Spring 2012 Undergraduate Research Project Descriptions

All applications are due by 12pm on November 30, 2011.

Deadline has been extended to 12pm on Tuesday, December 6, 2011.


Probability, Data and Simulation

Professor David Aldous

I have a variety of projects, ranging from seeking interesting data over the web to running simulations of stochastic processes.   See http://www.stat.berkeley.edu/~aldous/Research/Ugrad/ugrad_res.html  for explicit suggestions and examples of previous projects, and see http://www.stat.berkeley.edu/~aldous/157/topics.html for implicit suggestions.  I am happy to meet with students and discuss which projects might fit their own interests and expertise.


Evaluation of Similarity Metrics (SimBench)

Professor Jim Pitman

This project aims to build a test collection and to develop a test methodology that can be used to evaluate similarity measures for the purpose of Scientific Recommender Systems.

The student’s tasks would be to support the team in:

1.  Verify existing and implement new similarity metrics (citation- and text-based)

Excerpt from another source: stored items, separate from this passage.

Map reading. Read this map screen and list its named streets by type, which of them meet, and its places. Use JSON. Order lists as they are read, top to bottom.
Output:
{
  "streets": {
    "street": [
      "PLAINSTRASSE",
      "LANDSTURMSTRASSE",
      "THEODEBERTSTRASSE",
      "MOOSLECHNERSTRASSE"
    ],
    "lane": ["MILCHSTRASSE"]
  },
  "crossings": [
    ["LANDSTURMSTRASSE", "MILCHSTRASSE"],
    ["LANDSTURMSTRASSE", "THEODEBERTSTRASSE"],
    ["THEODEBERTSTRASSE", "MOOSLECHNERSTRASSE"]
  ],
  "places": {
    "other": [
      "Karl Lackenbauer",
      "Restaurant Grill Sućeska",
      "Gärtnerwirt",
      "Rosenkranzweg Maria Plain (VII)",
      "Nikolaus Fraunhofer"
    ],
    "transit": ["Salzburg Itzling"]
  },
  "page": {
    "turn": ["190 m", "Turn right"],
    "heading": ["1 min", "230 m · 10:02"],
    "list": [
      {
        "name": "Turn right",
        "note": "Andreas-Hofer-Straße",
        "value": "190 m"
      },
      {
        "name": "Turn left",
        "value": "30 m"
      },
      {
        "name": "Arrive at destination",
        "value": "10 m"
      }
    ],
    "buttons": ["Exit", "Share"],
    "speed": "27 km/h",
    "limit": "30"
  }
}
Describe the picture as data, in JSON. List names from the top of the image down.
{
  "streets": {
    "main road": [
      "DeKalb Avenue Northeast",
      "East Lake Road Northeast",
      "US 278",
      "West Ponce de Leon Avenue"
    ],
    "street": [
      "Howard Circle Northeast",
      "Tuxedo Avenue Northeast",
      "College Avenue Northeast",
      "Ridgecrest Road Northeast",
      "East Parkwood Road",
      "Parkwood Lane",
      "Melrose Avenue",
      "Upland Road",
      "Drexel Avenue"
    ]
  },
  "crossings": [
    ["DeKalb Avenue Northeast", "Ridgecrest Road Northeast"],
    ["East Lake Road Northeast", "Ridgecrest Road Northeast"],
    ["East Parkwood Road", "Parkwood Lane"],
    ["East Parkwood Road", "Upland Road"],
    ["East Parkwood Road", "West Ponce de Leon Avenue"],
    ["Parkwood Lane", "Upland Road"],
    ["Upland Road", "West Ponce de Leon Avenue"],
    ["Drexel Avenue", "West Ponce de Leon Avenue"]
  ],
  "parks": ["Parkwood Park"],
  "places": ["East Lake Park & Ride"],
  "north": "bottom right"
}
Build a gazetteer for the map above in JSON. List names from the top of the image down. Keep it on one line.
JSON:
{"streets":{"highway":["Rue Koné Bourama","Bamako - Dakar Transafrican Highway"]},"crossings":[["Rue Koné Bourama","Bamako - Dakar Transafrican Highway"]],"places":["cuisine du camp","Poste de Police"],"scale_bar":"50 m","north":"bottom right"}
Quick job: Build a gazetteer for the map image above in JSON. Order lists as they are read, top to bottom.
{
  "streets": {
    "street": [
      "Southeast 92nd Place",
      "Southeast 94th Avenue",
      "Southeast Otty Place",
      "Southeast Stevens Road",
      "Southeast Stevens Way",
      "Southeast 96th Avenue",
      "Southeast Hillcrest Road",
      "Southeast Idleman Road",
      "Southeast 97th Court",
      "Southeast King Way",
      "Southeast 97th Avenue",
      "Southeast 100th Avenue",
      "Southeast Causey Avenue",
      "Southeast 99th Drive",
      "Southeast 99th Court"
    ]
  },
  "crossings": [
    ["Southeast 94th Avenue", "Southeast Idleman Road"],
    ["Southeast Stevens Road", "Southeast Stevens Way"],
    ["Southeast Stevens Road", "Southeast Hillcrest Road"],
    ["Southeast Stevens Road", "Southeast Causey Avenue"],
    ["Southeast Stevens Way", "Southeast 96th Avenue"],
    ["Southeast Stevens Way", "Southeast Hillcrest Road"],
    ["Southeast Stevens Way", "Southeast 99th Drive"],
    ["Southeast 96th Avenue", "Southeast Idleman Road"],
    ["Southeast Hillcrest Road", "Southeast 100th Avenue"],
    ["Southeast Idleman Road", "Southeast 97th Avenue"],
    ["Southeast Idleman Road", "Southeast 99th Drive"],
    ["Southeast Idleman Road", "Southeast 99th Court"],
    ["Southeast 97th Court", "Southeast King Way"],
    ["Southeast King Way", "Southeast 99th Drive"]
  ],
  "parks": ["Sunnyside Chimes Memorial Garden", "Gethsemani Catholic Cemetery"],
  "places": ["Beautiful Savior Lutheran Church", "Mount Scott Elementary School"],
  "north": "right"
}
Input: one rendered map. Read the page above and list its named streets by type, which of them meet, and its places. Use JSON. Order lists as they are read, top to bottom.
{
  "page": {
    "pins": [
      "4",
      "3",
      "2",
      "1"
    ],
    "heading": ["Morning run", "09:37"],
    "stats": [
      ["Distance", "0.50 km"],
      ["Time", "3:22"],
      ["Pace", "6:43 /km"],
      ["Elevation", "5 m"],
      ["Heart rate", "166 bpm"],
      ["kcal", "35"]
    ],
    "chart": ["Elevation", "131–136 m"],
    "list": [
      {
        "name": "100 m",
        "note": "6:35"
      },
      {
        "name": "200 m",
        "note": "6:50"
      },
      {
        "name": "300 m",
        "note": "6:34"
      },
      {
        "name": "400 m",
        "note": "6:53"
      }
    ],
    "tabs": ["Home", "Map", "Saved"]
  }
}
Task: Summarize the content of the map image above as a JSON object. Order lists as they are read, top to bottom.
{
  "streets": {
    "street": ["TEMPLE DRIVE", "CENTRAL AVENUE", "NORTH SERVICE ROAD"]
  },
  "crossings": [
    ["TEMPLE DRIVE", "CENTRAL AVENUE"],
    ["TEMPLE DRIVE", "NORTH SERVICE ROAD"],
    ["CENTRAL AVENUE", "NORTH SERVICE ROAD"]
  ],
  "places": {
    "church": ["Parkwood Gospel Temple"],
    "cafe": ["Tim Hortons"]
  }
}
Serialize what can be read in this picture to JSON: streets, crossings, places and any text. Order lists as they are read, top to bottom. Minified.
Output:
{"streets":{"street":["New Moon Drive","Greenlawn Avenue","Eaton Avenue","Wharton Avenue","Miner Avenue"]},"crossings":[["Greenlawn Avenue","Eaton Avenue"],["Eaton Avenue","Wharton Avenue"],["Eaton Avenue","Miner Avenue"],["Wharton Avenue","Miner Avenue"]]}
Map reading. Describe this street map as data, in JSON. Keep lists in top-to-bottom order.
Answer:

2.  Assist the team in improving the evaluation methodology

3.  Running some statistical analysis on the results

 

The student is expected to work approx. 10 hours per week. Good statistical knowledge and some programming experience in Java would be beneficial.

 


Evaluation of meta data extraction tools


Professor Jim Pitman


As part of our ongoing research we are building a database for storing bibliographic data of scientific documents. These documents are usually available in PDF format. To be able to add these documents to the database, tools to extract the meta data from PDF documents are required. As part of this project, a framework for PDF meta data extraction tools was developed that makes these tools interchangeable. A first oversight of available tools revealed different strengths and weaknesses of all of them.

The students first task will be the evaluation of available tools on a larger data set. That requires:

    - choosing and importing a test collection
    - building an environment for automated measuring the tools performance
    - statistical analysis of the results

The results should then guide the further implementation of meta data extraction tools in the project environment.

The student is expected to work approx. 10 hours per week. Some statistic skills and knowledge of the Java programming language are required.

Precinct-Based Voting Systems and Voter Anonymity

Professor Philip B. Stark

Precinct-count optical scan (PCOS) voting systems, which are used in Alameda County, Contra Costa County, Marin County, and many other California counties, scan ballots cast by voters in polling places.  These hand-marked ballots drop through the scanner into a ballot box.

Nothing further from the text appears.